![]() |
![]() |
||||||||||
| You are here: IRIS > Software and Manuals > NetDC |
| RELEASE NOTES FOR NETWORKED
DATA CENTERS (NetDC) Robert Casey INTRODUCTION This is perhaps the first major revision of NetDC since it has first been put into circulation. During the initial stages of beta testing, the automatic route table updating system was dropped after experiencing bugs and participating sites made efforts to write code to interface their information systems to NetDC. Since that time, sufficient testing of the initial system has demonstrated NetDCs potential to be fast and stable, while illustrating shortcomings in the abilities offered by initial implementation. It is the attempt to remedy these shortcomings as well as to increase NetDCs utility that version updates such as this will occur. This document is intended to put to words the changes made to this version of NetDC as well as a guide for upgrading code at an installation site. Those who are newly installing NetDC with the latest version will get a more complete picture by getting the updated Technical Manual from IRIS DMC, which can be requested by phone (USA 206-547-0393) or email (webmaster@iris.washington.edu) free of charge. There is also online documentation for administrators and users alike, which can currently be found at www.iris.washington.edu by following the Manuals anchor in the left sidebar. The documentation will be labeled as to the version it refers to, should the latest update not be immediately available. LIST OF CHANGES From Initial Release to v1.0.3
Now data request lines should interpret the dash character - as explicitly meaning the SPACE (ASCII 32) character for a channels location identifier. SPACE-SPACE (two spaces) is the default location identifier for a channel when no specific location identifier is listed. One dash and two dashes are interpreted as meaning the same thing, since a trailing space is assumed for single-character location identifiers. This change is mostly reflected in the process_*.c source code, which implies that all installing sites need to code implementation of this convention on their own. IRIS Data Management Center is implementing this interpretation and the PDCC (Portable Data Collection Center) interface is also implementing this interpretation. There are currently a couple of issues that still need to be worked out at IRIS DMC with regards to this:
The size in kilobytes of each data product shipped from a given site is recorded in netdc_activity.log.

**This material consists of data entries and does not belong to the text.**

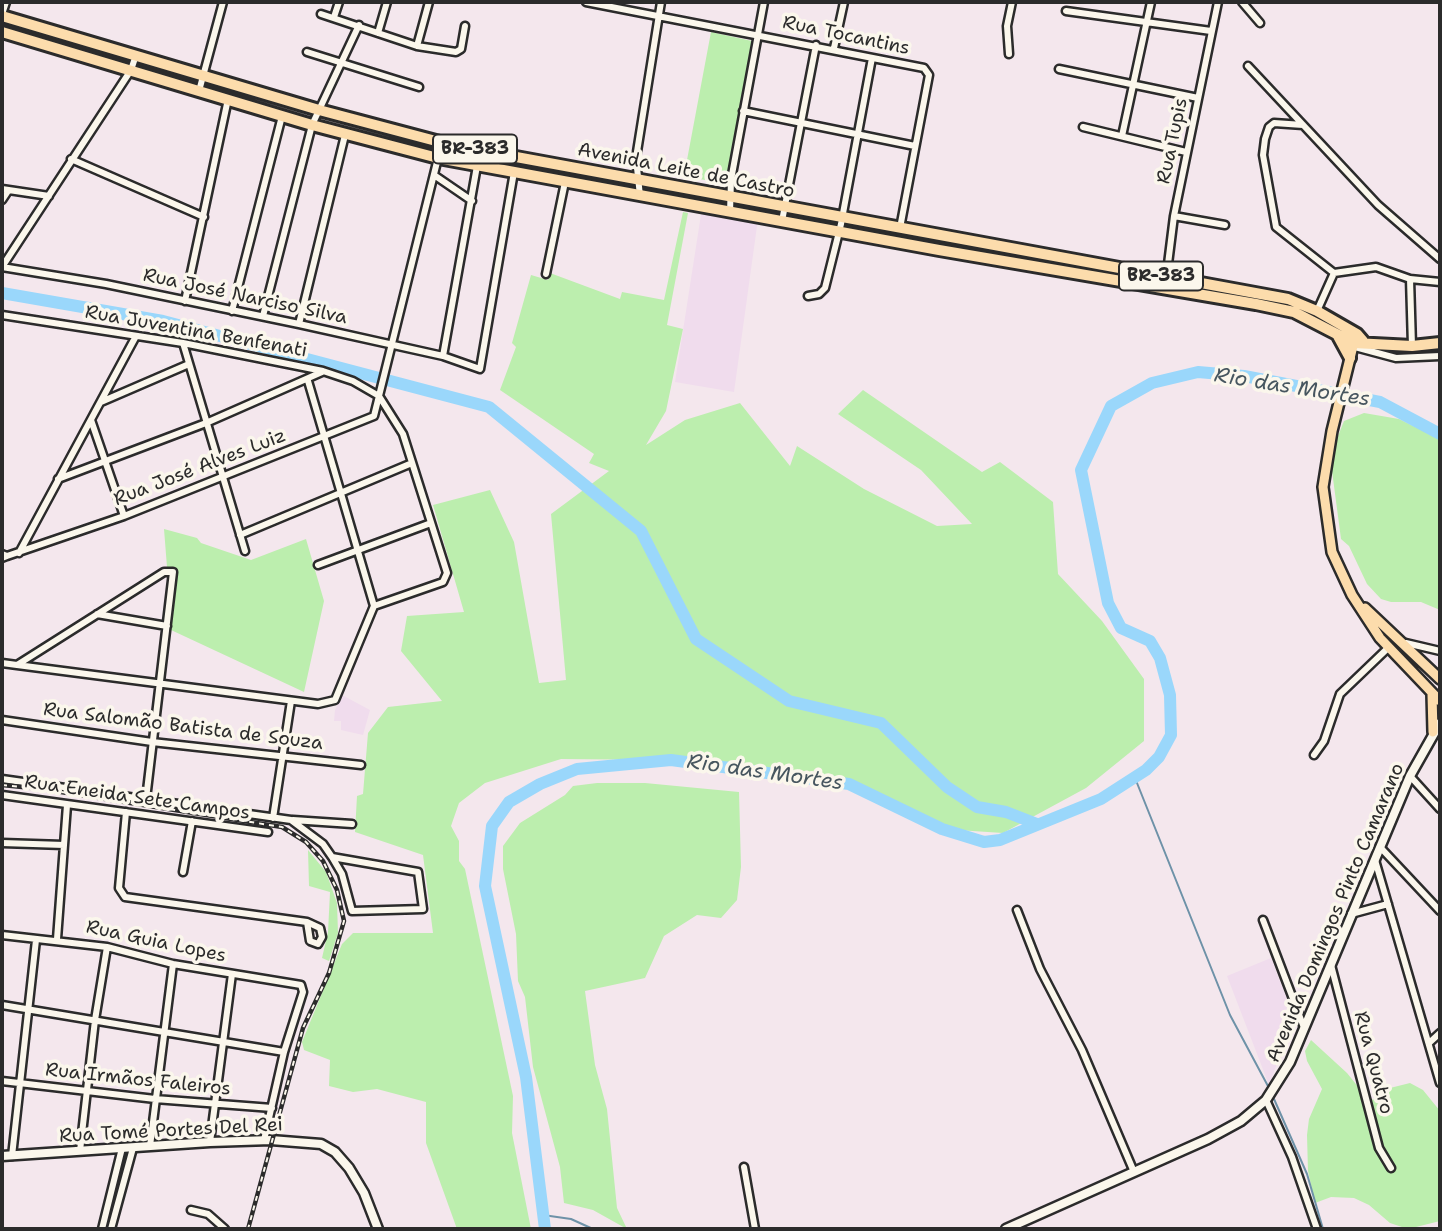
<!DOCTYPE html>
<meta charset="utf-8">
<style>
body{margin:0}
#map{position:relative;width:1442px;height:1231px;overflow:hidden;background:#f4e7ed;font-family:"Shantell Sans",sans-serif}
canvas{display:block}
.frame{position:absolute;inset:0;border:4px solid #2b2b2b;pointer-events:none}
</style>
<div id="map">
<canvas width="1442" height="1231"></canvas>
<div class="frame"></div>
</div>
<script>
const context = document.querySelector('canvas').getContext('2d');
context.lineJoin = 'round';
function fill(path, color) {
  context.fillStyle = color;
  context.fill(path, 'evenodd');
}
function toPath(rows) {
  const path = new Path2D();
  for (const r of rows) {
    path.moveTo(r[0], r[1]);
    for (let i = 2; i < r.length; i += 2) path.lineTo(r[i], r[i + 1]);
  }
  return path;
}
function stroke(path, color, width, dash) {
  context.strokeStyle = color;
  context.lineWidth = width;
  context.lineCap = dash ? 'butt' : 'round';
  context.setLineDash(dash || []);
  context.stroke(path);
}
function label(font, color, halo, rows, align = 'center') {
  context.font = font + ' "Shantell Sans",sans-serif';
  context.lineWidth = 7;
  context.setLineDash([]);
  context.textBaseline = 'middle';
  context.strokeStyle = halo;
  context.fillStyle = color;
  for (const [text, x, y, turn = 0] of rows) {
    context.save();
    context.translate(x, y);
    context.rotate((+turn || 0) * Math.PI / 180);
    context.textAlign = isNaN(turn) ? turn : align;
    if (halo) context.strokeText(text, 0, 0);
    context.fillText(text, 0, 0);
    context.restore();
  }
}
fill(toPath([
 [702,208,758,219,734,392,675,382],
 [342,695,370,710,363,735,341,730,341,721,334,721,335,710],
 [1271,958,1294,1018,1269,1085,1227,976]
]), '#f0dced');
fill(toPath([
 [711,32,752,41,726,184,684,176],
 [683,212,688,213,667,325,683,329,666,411,646,445,685,420,740,403,790,466,797,446,864,489,937,526,972,524,921,470,838,414,863,390,982,472,1000,462,1053,502,1058,574,1102,621,1144,679,1144,741,1086,788,1003,833,942,829,849,784,671,760,561,759,485,783,459,803,451,826,459,841,459,861,465,869,513,1096,512,1133,531,1229,457,1229,426,1143,426,1102,377,1089,353,1092,329,1086,330,1060,304,1050,302,1042,342,944,353,933,433,933,423,855,355,832,357,796,363,794,368,733,388,707,442,701,401,651,407,616,464,612,433,505,490,490,514,542,539,683,566,680,551,514,609,471,589,463,594,454,500,390,516,347,512,343,531,275,548,280,550,273,620,299,622,292,664,300],
 [1364,413,1399,419,1440,439,1440,610,1421,602,1391,602,1381,599,1367,584,1349,546,1341,539,1332,471,1336,441,1344,421],
 [164,529,197,538,201,543,251,560,306,539,324,601,304,692,171,630,178,572,167,567],
 [597,783,645,783,739,792,741,867,737,900,721,918,697,915,664,936,645,978,585,991,595,1065,607,1109,617,1208,627,1229,593,1210,564,1203,560,1167,533,1067,525,997,518,981,516,934,503,869,503,846,520,823,565,795,573,786],
 [308,850,326,872,337,903,338,933,329,961,322,958,328,932,330,892,309,886],
 [1311,1040,1347,1073,1368,1099,1377,1100,1390,1088,1410,1083,1423,1090,1440,1111,1440,1221,1408,1229,1390,1223,1369,1205,1354,1198,1331,1197,1315,1203,1308,1171,1307,1135,1309,1119,1322,1089,1307,1061,1305,1051]
]), '#bceeae');
stroke(toPath([
 [1135,778,1230,1015,1269,1088],
 [1274,1099,1307,1174,1323,1229],
 [543,1215,571,1219,593,1229]
]), '#6e92a8', 2);
stroke(toPath([
 [2,293,163,321,489,407,641,531,696,639,789,701,881,723,947,787,977,807,1006,812,1037,824],
 [545,1229,526,1077,485,886,492,826,509,802,540,784,577,769,671,760,849,784,942,829,984,842,1000,840,1101,799,1146,770,1159,757,1171,735,1170,695,1160,658,1150,641,1121,628,1108,603,1081,470,1111,406,1152,383,1198,372,1244,376,1380,402,1440,434]
]), '#9ad7fb', 12);
const street = toPath([
 [586,2,924,68,929,75,900,228],
 [1242,2,1260,23],
 [1066,11,1211,31],
 [321,14,417,46,456,52,461,49,465,26],
 [334,17,339,2],
 [378,33,387,2],
 [417,46,429,2],
 [834,48,844,2],
 [307,52,419,87],
 [1009,54,1007,26,1012,2],
 [1248,66,1378,205,1440,259],
 [1059,69,1198,98],
 [199,91,223,2],
 [743,111,915,146],
 [1303,125,1274,123,1269,127,1265,139,1263,155,1276,227,1334,273,1376,267,1410,279,1440,282],
 [1083,127,1186,152],
 [1122,136,1151,2],
 [71,159,204,217],
 [434,175,472,201],
 [2,189,49,196],
 [640,196,636,158,661,2],
 [2,200,8,191],
 [730,212,731,180,764,2],
 [1174,216,1225,225],
 [782,221,816,45],
 [2,267,106,284,299,324,443,356,480,369,514,172],
 [2,267,131,70,136,55],
 [546,274,565,182],
 [1410,279,1412,346],
 [1165,288,1174,216,1218,2],
 [808,296,819,294,825,288,841,224,872,58],
 [185,301,228,99],
 [232,311,282,116],
 [1317,311,1334,273],
 [2,315,183,343,323,371,353,381,379,396,403,434,447,573,443,582,374,606],
 [263,316,312,125,359,25],
 [299,324,345,135],
 [183,343,245,551],
 [1355,347,1396,358,1440,356],
 [443,356,477,166],
 [101,402,189,364],
 [91,420,124,516],
 [58,479,206,423,322,372],
 [240,535,412,463],
 [19,553,136,336],
 [2,554,7,556,2,558],
 [7,556,124,516,374,416,438,158],
 [318,565,431,523],
 [97,614,167,626],
 [1406,643,1440,651],
 [2,663,17,665,164,572,173,572,146,799],
 [17,665,318,704,335,700,374,606,308,381],
 [2,720,152,742,361,765],
 [1314,755,1324,741,1340,694,1389,647],
 [1410,776,1440,809],
 [2,779,291,820,323,844,332,857,342,874,352,911,423,909,418,872,332,857],
 [2,795,268,832],
 [126,812,119,888,125,897,307,922,320,928,322,937,318,944,310,941,307,922],
 [273,818,291,701],
 [293,820,352,824],
 [2,843,64,845],
 [1380,847,1440,911],
 [1375,860,1440,1083],
 [183,872,192,821],
 [1017,910,1040,969,1082,1050,1134,1172],
 [1351,914,1388,904],
 [1263,920,1303,1025],
 [2,935,107,947,173,964,301,985,303,992,284,1052,264,1140],
 [57,939,67,805],
 [1331,965,1379,1148,1391,1168],
 [2,1005,284,1052],
 [1429,1043,1440,1033],
 [2,1081,155,1099,272,1108],
 [1266,1100,1292,1157,1317,1229],
 [210,1142,232,974],
 [150,1146,173,964],
 [80,1151,95,1020,107,947],
 [12,1156,36,940],
 [744,1167,755,1229],
 [191,1210,208,1214,225,1229],
 [102,1229,122,1148],
 [111,1229,133,1148]
]);
const secondary = toPath([
 [2,11,5,2],
 [2,1156,210,1142,271,1140,321,1144,335,1152,349,1168,364,1193,378,1229],
 [1006,1229,1208,1139,1241,1121,1266,1100,1290,1062,1410,776,1440,723]
]);
const primary = toPath([
 [1355,338,1332,431,1323,487,1332,552,1352,595,1380,638,1440,701],
 [1365,608,1440,679],
 [1432,694,1433,732]
]);
const highway = toPath([
 [2,16,319,110,451,145,1288,299,1317,311,1357,334,1363,341],
 [2,32,312,125,438,158,939,250,1256,304,1294,312,1354,343,1412,346,1440,343],
 [1338,336,1350,358]
]);
stroke(street, '#2b2b2b', 11);
stroke(secondary, '#2b2b2b', 13);
stroke(primary, '#2b2b2b', 14);
stroke(highway, '#2b2b2b', 16);
stroke(street, '#fbf7ec', 6);
stroke(secondary, '#fbf7ec', 8);
stroke(primary, '#fcdcac', 9);
stroke(highway, '#fcdcac', 10);
const rail = toPath([
 [2,785,42,789,282,827,306,842,323,861,337,890,344,921,329,973,303,1028,248,1229]
]);
stroke(rail, '#2b2b2b', 4.5);
stroke(rail, '#fbf7ec', 2, [5]);
for (const [x, y, w] of [
 [475,149,84],
 [1161,276,84]
]) {
  const box = new Path2D();
  box.roundRect(x - w / 2, y - 14.5, w, 29, 5);
  context.fillStyle = '#fbf7ec';
  context.fill(box);
  stroke(box, '#2b2b2b', 2);
}
label('bold 18px', '#2b2b2b', null, [
 ["BR-383",475,149],
 ["BR-383",1161,276]
]);
label('19px', '#2b2b2b', '#fbf7ec', [
 ["Rua Tocantins",846,36,12],
 ["Rua Tupis",1173,141,-78],
 ["Avenida Leite de Castro",686,171,11],
 ["Rua José Narciso Silva",245,297,12],
 ["Rua Juventina Benfenati",196,332,10],
 ["Rua José Alves Luiz",200,468,-21],
 ["Rua Salomão Batista de Souza",183,727,7],
 ["Rua Eneida Sete Campos",137,798,8],
 ["Avenida Domingos Pinto Camarano",1336,913,-67],
 ["Rua Guia Lopes",156,942,12],
 ["Rua Quatro",1373,1063,75],
 ["Rua Irmãos Faleiros",138,1080,6],
 ["Rua Tomé Portes Del Rei",171,1131,-3]
]);
label('italic 21px', '#47565f', '#fbf7ec', [
 ["Rio das Mortes",1292,388,9],
 ["Rio das Mortes",765,773,8]
]);
</script>
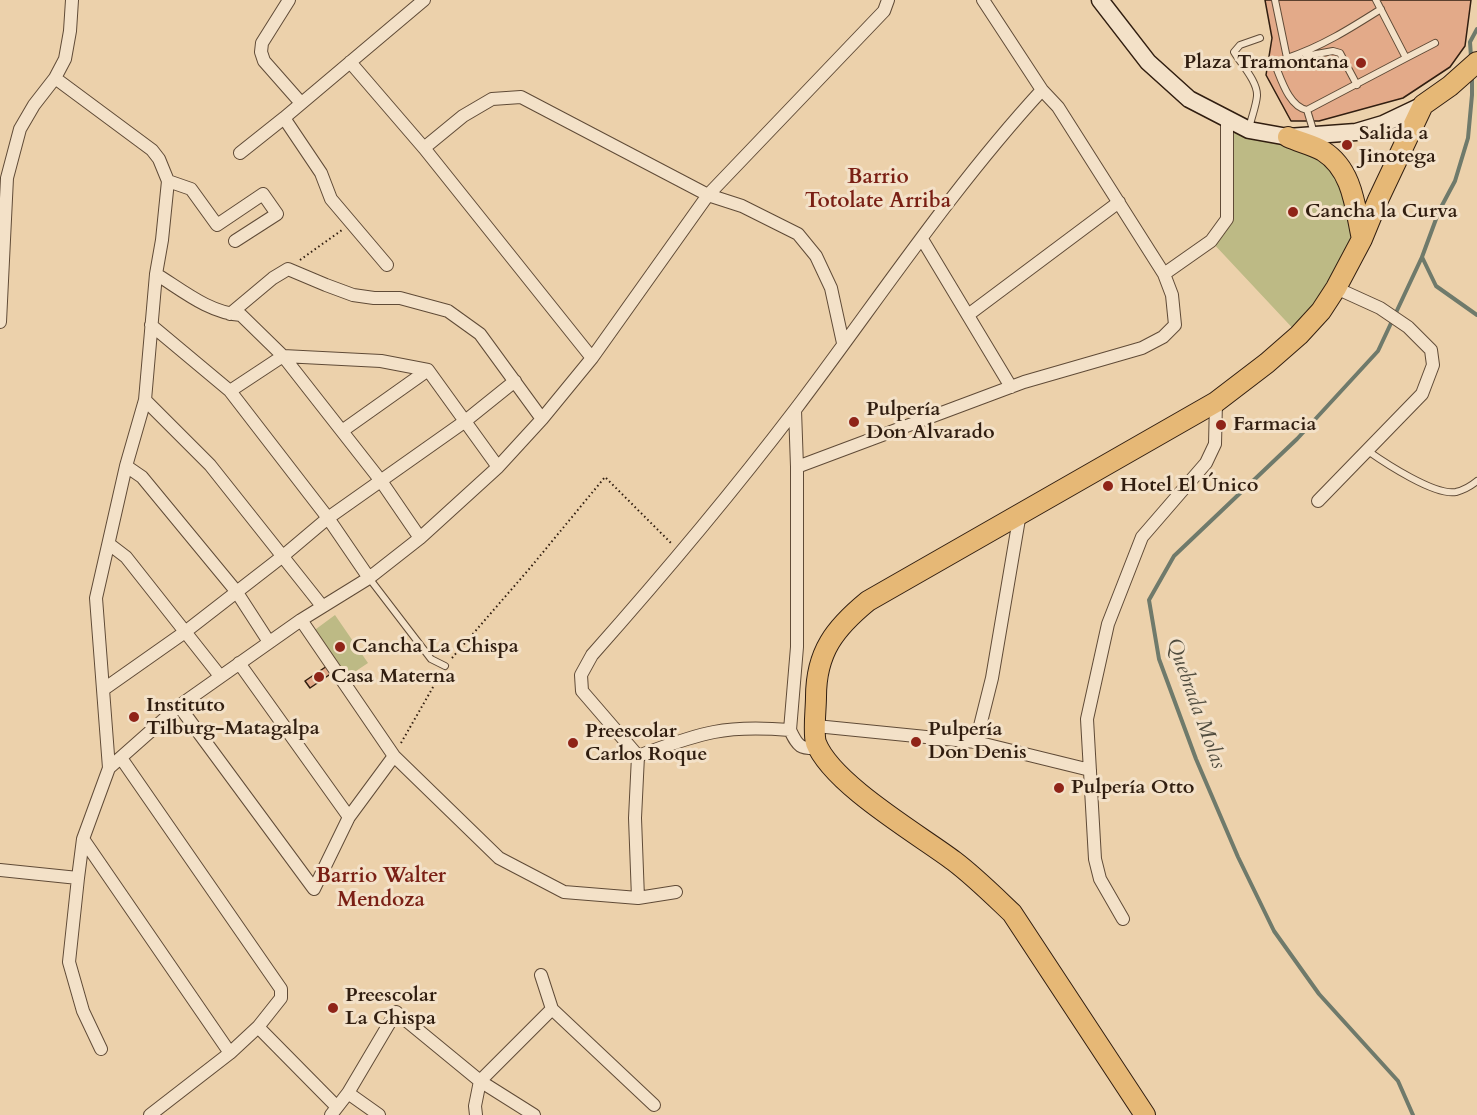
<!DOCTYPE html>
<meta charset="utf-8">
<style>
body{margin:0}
canvas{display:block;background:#ecd1ab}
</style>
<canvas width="1477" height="1115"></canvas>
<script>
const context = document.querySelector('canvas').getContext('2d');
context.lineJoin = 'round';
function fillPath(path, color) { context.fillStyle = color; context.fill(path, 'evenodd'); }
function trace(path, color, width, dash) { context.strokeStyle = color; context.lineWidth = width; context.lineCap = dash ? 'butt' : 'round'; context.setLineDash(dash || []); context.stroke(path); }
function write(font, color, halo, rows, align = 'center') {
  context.font = font + ' Cardo,serif'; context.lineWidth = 6; context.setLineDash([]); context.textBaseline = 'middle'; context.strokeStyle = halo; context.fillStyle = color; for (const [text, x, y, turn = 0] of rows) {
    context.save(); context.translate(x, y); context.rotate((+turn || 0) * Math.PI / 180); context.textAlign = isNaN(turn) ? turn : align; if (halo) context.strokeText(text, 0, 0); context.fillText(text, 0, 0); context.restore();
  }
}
const green = new Path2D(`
 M 1227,119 L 1337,161 L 1362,239 L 1299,335 L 1211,241 L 1227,219 Z
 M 335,615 L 368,663 L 344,679 L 312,632 Z`);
const stream = new Path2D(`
 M 1471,57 L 1470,42 L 1477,29
 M 1422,257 L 1436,286 L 1477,315
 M 1413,1115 L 1398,1081 L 1319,994 L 1274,931 L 1238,857 L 1196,759 L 1159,659 L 1149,600 L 1174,556 L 1297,439 L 1378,351 L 1422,257 L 1439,211 L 1455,181 L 1468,138 L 1472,95 L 1472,77`);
const building = new Path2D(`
 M 1265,0 L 1471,0 L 1465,46 L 1450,67 L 1403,98 L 1319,121 L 1291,121 L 1266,75 L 1272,38 Z
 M 327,666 L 332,673 L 310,688 L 305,681 Z`);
const path = new Path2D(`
 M 300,260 L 342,230
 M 452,658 L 530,568 L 605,477 L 671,543
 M 401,743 L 440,675`);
const lane = new Path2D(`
 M 1275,0 L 1287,58 L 1281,61 L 1276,67 C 1282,82 1290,107 1307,110 L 1406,58 L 1376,0
 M 1304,53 L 1311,55 L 1333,51 L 1340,53 L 1357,85
 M 1287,58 C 1321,47 1351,28 1381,9
 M 1406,58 L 1435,43
 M 1307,110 L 1314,133
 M 1249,129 C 1251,118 1256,107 1257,96 C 1258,82 1241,64 1234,52 L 1240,45 L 1260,38
 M 1368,451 C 1385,463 1435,496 1456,492 C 1464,490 1471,486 1477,481
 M 369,578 L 431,659 L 445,666`);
const street = new Path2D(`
 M 289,0 L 262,43 L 261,52 L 264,61 L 301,103
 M 350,62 L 424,148 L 592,358
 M 55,78 L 152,150 L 159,159 L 168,181 L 162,240 L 156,274 L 145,400 L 126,466 L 96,598 L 109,768
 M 284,118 L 321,173 L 331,199 L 387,265
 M 424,148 L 463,116 L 492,99 L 521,97 L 708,195 L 742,206 L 798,234 L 816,256 L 831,288 L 843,343
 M 240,153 L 284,118 L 424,0
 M 168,181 L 191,189 L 217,225 L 263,194 L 277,214 L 235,241
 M 922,239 L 1011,387
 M 156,274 C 182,290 209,313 241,315 L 283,356 L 381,481 L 420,538
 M 1164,274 L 1211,241 L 1227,219 L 1227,119
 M 230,314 L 273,278 L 288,269 L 326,285 L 353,295 L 374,298 L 400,298 L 448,311 L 480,334 L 542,419
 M 968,315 L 1119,202
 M 0,322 L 7,178 L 20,129 L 34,105 L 55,78 L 65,59 L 70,31 L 72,0
 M 151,325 L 230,391 L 328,518 L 369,578
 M 230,391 L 283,356 L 381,361 L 428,370 L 498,467
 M 145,400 L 210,465 L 322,606
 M 342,431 L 428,370
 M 126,466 L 142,477 L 236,591 L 269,642
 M 797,467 L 1024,382 L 1142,348 L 1163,337 L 1175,325 L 1172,295 L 1164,274 L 1058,107 L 1042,90 L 983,0
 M 1318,501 L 1422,394 L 1433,365 L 1431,350 L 1408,327 L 1380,308 L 1336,288
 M 109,544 L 126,557 L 220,676
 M 301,620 L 394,756 L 499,858 L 564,892 L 638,898 L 676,892
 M 239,663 L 349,817
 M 104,689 L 185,632 L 283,556 L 328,518 L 464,422 L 515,381
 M 179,706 L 314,889 L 349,817 L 394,756
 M 816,726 L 976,742 L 992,678 L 1020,513
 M 790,730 L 797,647 L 797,467 L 795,410
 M 976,742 L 1090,770
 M 638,756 L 582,691 L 581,675 L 592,655 C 662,576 731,494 795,410 C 876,303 951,189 1042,90
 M 121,758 L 281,989 L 281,998 L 258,1027 L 230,1053 L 150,1115
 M 83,839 L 230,1053
 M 0,870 L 78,878 L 83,839 L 109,768 L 179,706 L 301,620 L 369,578 L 420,538 L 498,467 L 542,419 L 592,358 L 708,195 L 884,11 L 888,0
 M 78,878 L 69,962 L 83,1011 L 101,1049
 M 638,898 L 635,818 L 638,756 C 663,747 688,737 714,732 C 739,727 765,728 790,730 C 798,747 800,749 819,748
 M 1123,919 L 1100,879 L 1095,859 L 1087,719 L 1108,624 L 1142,537 L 1206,463 L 1215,444 L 1216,402
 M 541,975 L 552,1009 L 654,1105
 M 258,1027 L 337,1107
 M 348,1093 L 379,1115
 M 331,1115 L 348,1093 L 396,1012 L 480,1081 L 534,1115
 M 476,1115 L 475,1106 L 480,1081 L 552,1009`);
const secondary = new Path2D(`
 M 1100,0 L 1148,62 L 1189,99 L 1249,130 L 1288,137 L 1356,132 L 1383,124 L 1423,105`);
const primary = new Path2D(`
 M 1288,137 C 1299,142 1313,145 1323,151 C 1353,170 1355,207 1362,239
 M 1145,1115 L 1012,913 C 993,895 975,877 954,861 C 918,834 832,784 816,743 C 813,733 816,709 816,697 C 816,652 835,628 868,601 L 1216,402 L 1267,363 L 1299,335 L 1321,311 L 1336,288 L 1362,239 L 1378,200 L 1423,105 L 1450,86 L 1477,62`);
const markers = [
 [1361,63,6,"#8f2418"],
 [1347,145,6,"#8f2418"],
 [1293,212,6,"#8f2418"],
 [854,422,6,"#8f2418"],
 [1221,425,6,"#8f2418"],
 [1108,486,6,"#8f2418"],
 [340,647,6,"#8f2418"],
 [319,677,6,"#8f2418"],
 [134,717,6,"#8f2418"],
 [916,742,6,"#8f2418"],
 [573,743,6,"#8f2418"],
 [1059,788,6,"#8f2418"],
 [333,1008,6,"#8f2418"]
];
const poiNames = [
 ["Plaza Tramontana",1349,63,"right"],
 ["Salida a",1359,134],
 ["Jinotega",1359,157],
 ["Cancha la Curva",1305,212],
 ["Pulpería",866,410],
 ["Don Alvarado",866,433],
 ["Farmacia",1233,425],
 ["Hotel El Único",1120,486],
 ["Cancha La Chispa",352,647],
 ["Casa Materna",331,677],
 ["Instituto",146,706],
 ["Tilburg-Matagalpa",146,729],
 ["Pulpería",928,730],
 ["Don Denis",928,753],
 ["Preescolar",585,732],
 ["Carlos Roque",585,755],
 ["Pulpería Otto",1071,788],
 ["Preescolar",345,996],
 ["La Chispa",345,1019]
];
const neighbourhoodNames = [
 ["Barrio",878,178],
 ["Totolate Arriba",878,202],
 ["Barrio Walter",381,877],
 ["Mendoza",381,901]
];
const waterNames = [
 ["Quebrada Molas",1195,704,70]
];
fillPath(green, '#bdba85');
trace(stream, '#6f7a6b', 4);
fillPath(building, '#e3aa89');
trace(building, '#311e10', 1.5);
trace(lane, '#604b37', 8);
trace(street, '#604b37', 14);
trace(secondary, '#311e10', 19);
trace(primary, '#311e10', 22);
trace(path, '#311e10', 2, [1.5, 3]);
trace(lane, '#f3e1c8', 6);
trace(street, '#f3e1c8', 12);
trace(secondary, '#f3e1c8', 16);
trace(primary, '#e6b876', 20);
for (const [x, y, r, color] of markers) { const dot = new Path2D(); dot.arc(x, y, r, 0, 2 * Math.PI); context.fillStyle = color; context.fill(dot); trace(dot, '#f3e1c8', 2); }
write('bold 20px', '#311e10', '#f3e1c8', poiNames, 'left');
write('bold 21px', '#7a1f14', '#f3e1c8', neighbourhoodNames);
write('italic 21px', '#504c3e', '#f3e1c8', waterNames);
</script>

To prevent NetDC from falling into an email cascade, the code contains a check to see of the sending user put a NetDC email address in the .EMAIL line. This initially defaulted to "netdc@". However, some sites have special account names for NetDC operations, so it was decided to expand email blocking to a customizable, space-separated list of email names that the software could check against. If a match comes up, an error is reported and processing is halted. This feature can be exercised through the MAIL_BLOCK variable in the Makefile.
It was decided that too much information was coming back when a request for information on data centers was requested. Therefore, the format of the output was condensed to include just the following fields: DC_NAME EMAIL DATA_CENTER_NAME ADDRESS CONTACT PHONE CONTACT_EMAIL Redundant data center output is now filtered out, so users should get just a single entry for each data center when requesting a list of data centers. A routine called dclist.c was created to perform the function of reporting the data center information back, so this replaces what was formally in process_inventory.c. process_inventory.c now just makes a call to the function in dclist.c to display the data center information. An example can be found in the code provided in the new release. (Download current routing table here)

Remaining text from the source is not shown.